Side Effects and Skin Reactions

Silicone is one of the gentler materials used in wound and scar care. Compared to hydrocolloid adhesives (a common alternative), silicone causes significantly less skin irritation. In one comparative study, over 60% of hydrocolloid patches caused redness after removal, while fewer than 30% of silicone patches did. When researchers looked at actual skin damage (redness, peeling, or flattening of the skin surface), 70% of hydrocolloid patches caused some form of damage versus only 17% of silicone samples.

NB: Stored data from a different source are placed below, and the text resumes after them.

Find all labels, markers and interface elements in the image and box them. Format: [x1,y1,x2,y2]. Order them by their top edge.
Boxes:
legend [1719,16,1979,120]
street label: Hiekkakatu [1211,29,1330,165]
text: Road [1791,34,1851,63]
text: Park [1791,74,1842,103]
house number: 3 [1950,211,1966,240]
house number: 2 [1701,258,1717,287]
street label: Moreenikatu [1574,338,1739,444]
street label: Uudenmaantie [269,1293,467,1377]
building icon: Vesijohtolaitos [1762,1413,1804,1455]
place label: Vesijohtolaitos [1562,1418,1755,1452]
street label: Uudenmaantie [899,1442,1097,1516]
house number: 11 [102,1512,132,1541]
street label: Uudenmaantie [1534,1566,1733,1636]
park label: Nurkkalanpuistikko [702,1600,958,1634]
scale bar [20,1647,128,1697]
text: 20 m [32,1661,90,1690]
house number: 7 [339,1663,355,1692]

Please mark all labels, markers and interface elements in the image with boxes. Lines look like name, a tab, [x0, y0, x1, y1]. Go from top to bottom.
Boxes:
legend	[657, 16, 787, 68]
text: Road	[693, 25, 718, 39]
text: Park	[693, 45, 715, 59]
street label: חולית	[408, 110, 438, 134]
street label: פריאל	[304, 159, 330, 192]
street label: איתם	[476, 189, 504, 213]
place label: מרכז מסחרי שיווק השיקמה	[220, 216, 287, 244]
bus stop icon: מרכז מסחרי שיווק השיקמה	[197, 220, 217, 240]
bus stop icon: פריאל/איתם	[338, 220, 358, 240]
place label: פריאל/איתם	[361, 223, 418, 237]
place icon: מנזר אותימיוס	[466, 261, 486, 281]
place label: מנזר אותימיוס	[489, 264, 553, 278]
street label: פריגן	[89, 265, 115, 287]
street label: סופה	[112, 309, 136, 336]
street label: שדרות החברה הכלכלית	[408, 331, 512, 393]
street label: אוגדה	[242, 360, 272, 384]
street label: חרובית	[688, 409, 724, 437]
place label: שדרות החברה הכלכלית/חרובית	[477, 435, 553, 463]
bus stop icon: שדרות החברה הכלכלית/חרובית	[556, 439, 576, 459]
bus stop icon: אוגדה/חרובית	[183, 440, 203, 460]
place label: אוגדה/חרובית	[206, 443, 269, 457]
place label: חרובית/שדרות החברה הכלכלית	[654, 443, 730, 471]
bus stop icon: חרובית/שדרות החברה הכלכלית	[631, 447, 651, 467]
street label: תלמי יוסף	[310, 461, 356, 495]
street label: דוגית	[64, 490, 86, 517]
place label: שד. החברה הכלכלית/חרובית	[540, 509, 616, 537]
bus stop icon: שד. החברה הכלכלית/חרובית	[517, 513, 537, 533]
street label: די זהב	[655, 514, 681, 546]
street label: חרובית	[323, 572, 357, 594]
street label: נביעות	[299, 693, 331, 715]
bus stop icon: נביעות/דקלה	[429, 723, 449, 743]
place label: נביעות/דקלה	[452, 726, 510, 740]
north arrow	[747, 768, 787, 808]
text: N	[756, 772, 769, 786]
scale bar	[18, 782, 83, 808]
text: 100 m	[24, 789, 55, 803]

The most common complaint with silicone sheets is mild itching or a rash from prolonged wear, especially in hot or humid weather. This is usually caused by sweat building up under the sheet rather than a reaction to the silicone itself. Removing the sheet, cleaning the area, and letting the skin breathe for a few hours before reapplying typically resolves it. True allergic reactions to medical-grade silicone are rare.

Realistic Expectations

ScarAway can meaningfully improve a scar’s appearance, but it won’t make a scar disappear entirely. No topical product can do that. What it can do is make a raised scar flatter, a stiff scar more flexible, and a red or dark scar closer to your natural skin tone. The younger the scar, the more dramatic the improvement tends to be. Starting treatment soon after a wound has fully closed (not while it’s still open) gives you the best chance of preventing a prominent scar from forming in the first place.

For scars that are deeply raised, very old, or keloid in nature, silicone treatment alone may produce only modest improvement. In those cases, it’s often used alongside other treatments like corticosteroid injections or laser therapy rather than as a standalone solution.